Yükseköğretim Kurulunun ihtisaslaşma ve bölgesel kalkınma programları uyguladığını anlatan Özvar, ÇAKÜ’nün de ihtisas üniversitesi olmak için başvurmasını isteyerek, “Bunun için bütün ekibin, fakültelerin, bölümlerin çalışması lazım. Benim sizden ricam üreten gayret eden arkadaşlarınızı lütfen omuzlarınızda taşıyın. Onların ürünleriyle sevinmek lazım. Üretiyorlarsa o arkadaşları lütfen takdir edin, pozitif ayrımcılık yapın, mümkünse şımartın.” diye konuştu.

“Türkiye’de sağlığın teminatı”

Yükseköğretim Kurulu Başkanı Özvar, ÇAKÜ Diş Hekimliği Fakültesi Ağız ve Diş Sağlığı Merkezinin açılışını yaptı.

Açılışta yaptığı konuşmada tıp, diş hekimliği fakülteleri ve diğer sağlık birimlerinin Türkiye’de sağlığın teminatı olduğunu vurgulayan Özvar, “Bu bakımdan üniversitelerimizde gerek tıp fakülteleri gerek diş hekimliği fakülteleri gerekse diğer sağlık birimlerinin gerekli altyapılarının sağlanması, kapasite artışının temin edilmesi, gerekli teçhizatının sağlanması Türkiye’de sağlık eğitimi kadar hizmetinin de artmasına vesile olacaktır.” dedi.

Özvar, açılışın ardından sağlık merkezinin birimlerini gezdi ve poliklinikte ilk muayeneyi oldu.

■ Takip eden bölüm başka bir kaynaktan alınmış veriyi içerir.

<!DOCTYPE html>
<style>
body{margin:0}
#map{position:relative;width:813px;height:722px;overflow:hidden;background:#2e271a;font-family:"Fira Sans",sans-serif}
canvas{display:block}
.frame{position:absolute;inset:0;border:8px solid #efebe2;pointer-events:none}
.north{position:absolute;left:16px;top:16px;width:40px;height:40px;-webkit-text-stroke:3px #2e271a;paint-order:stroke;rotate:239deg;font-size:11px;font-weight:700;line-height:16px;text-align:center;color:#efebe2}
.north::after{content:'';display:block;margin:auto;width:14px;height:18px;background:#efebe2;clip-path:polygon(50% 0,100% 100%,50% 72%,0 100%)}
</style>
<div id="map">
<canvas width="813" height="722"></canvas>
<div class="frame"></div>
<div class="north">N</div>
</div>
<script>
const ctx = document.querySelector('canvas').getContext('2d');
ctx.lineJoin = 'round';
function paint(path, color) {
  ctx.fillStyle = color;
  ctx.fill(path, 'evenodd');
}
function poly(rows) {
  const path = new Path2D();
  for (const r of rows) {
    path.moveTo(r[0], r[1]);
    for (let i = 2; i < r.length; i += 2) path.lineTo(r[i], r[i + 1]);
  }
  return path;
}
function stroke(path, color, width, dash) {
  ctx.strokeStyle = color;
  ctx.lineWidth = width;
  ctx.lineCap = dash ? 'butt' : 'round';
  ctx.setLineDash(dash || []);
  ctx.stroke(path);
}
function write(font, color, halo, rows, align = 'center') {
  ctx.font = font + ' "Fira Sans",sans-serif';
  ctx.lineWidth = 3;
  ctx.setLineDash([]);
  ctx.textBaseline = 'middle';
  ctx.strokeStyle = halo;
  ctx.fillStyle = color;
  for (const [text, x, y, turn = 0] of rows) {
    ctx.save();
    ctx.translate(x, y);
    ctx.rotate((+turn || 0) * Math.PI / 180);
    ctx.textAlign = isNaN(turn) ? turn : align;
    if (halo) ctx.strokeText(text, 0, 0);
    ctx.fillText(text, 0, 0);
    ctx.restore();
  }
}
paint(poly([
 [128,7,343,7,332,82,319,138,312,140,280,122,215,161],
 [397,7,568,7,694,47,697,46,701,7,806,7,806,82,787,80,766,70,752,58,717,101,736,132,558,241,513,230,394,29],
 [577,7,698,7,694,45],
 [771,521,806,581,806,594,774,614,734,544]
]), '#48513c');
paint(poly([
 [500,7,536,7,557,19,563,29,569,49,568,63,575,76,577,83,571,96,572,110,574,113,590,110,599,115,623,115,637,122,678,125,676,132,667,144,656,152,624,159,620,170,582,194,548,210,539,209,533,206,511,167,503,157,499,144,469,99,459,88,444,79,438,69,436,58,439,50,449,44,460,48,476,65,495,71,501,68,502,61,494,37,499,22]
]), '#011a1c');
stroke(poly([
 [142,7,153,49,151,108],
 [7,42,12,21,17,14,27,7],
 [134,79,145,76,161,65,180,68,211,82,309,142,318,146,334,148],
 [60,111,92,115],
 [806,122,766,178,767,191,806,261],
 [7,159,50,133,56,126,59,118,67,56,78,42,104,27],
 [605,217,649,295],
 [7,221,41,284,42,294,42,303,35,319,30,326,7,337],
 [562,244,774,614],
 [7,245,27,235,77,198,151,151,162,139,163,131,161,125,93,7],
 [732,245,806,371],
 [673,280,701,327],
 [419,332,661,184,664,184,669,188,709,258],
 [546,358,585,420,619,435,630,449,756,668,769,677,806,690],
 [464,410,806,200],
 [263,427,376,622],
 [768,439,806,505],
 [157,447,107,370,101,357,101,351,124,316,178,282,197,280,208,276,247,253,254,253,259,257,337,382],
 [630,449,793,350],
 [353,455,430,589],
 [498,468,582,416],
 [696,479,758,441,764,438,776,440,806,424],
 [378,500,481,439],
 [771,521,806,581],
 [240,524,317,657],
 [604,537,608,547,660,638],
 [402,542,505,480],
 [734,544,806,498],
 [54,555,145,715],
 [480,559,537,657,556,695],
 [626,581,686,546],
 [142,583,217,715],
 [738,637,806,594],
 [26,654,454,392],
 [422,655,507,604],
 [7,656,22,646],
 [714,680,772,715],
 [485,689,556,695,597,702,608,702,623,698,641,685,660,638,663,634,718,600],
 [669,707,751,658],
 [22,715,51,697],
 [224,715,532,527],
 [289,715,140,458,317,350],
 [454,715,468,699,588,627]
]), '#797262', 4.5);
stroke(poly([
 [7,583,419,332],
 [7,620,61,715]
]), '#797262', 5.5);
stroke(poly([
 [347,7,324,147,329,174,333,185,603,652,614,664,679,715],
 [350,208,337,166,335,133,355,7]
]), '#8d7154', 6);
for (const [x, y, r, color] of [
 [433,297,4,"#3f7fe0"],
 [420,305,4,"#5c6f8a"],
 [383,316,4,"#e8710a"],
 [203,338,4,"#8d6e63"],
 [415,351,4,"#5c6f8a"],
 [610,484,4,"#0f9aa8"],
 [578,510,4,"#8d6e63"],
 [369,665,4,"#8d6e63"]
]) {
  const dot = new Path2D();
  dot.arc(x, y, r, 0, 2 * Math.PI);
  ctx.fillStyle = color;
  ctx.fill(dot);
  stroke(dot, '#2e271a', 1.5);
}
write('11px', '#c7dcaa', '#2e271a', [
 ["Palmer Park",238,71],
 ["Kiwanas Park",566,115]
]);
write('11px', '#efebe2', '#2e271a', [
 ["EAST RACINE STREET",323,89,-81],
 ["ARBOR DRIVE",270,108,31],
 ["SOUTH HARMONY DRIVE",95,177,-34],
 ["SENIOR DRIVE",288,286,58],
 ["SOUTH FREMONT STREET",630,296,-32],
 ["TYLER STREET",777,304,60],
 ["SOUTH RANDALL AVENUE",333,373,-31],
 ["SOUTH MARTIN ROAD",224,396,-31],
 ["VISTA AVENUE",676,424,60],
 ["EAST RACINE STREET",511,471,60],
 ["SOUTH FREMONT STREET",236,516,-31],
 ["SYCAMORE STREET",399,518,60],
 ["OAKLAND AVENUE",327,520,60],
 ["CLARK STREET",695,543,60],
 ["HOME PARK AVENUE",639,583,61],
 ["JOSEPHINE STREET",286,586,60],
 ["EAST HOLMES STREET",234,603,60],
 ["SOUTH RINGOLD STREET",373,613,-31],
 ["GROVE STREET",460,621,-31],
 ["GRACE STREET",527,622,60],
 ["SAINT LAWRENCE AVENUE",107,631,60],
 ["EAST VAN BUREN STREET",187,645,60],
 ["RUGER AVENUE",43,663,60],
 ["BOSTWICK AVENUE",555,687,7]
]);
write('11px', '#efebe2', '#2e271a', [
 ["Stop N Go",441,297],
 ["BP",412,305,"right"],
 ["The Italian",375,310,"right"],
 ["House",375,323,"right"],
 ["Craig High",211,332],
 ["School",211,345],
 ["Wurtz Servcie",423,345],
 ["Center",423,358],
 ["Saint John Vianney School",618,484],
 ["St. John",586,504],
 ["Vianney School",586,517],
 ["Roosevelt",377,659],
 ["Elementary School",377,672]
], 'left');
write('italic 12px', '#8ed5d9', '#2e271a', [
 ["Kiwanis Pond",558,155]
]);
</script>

“Diploma size sıfat vermez”

Yükseköğretim Kurulu Başkanı Özvar, daha sonra mezuniyet törenine katılarak gençlerin heyecanını paylaştı. Özvar törende öğrencilere, “Üniversite mezuniyeti ister ön lisans ister lisans olsun hiçbir yetkinliği, hiçbir sıfatı diploma ile size vermez. Keramet diplomada değil. Eğer mesleğinizi adamakıllı yapar, gayret ederseniz bu mesleğin sıfatını elde edersiniz. Hiçbir mezuniyet size herhangi bir sıfatı otomatik olarak vermez. Öğrencilerimize en güzel şekilde mesleklerini icra etmelerini diliyorum.” diye seslendi.

Başarılı öğrencilere belgelerini veren Özvar, fotoğraf çektirdi, öğrenciler ve aileleriyle sohbet etti.

Yükseköğretim Kurulu Başkanı Özvar, Diyanet İşleri Başkanı Prof. Dr. Ali Erbaş ile ÇAKÜ’nün kampüsündeki caminin açılışına da katıldı.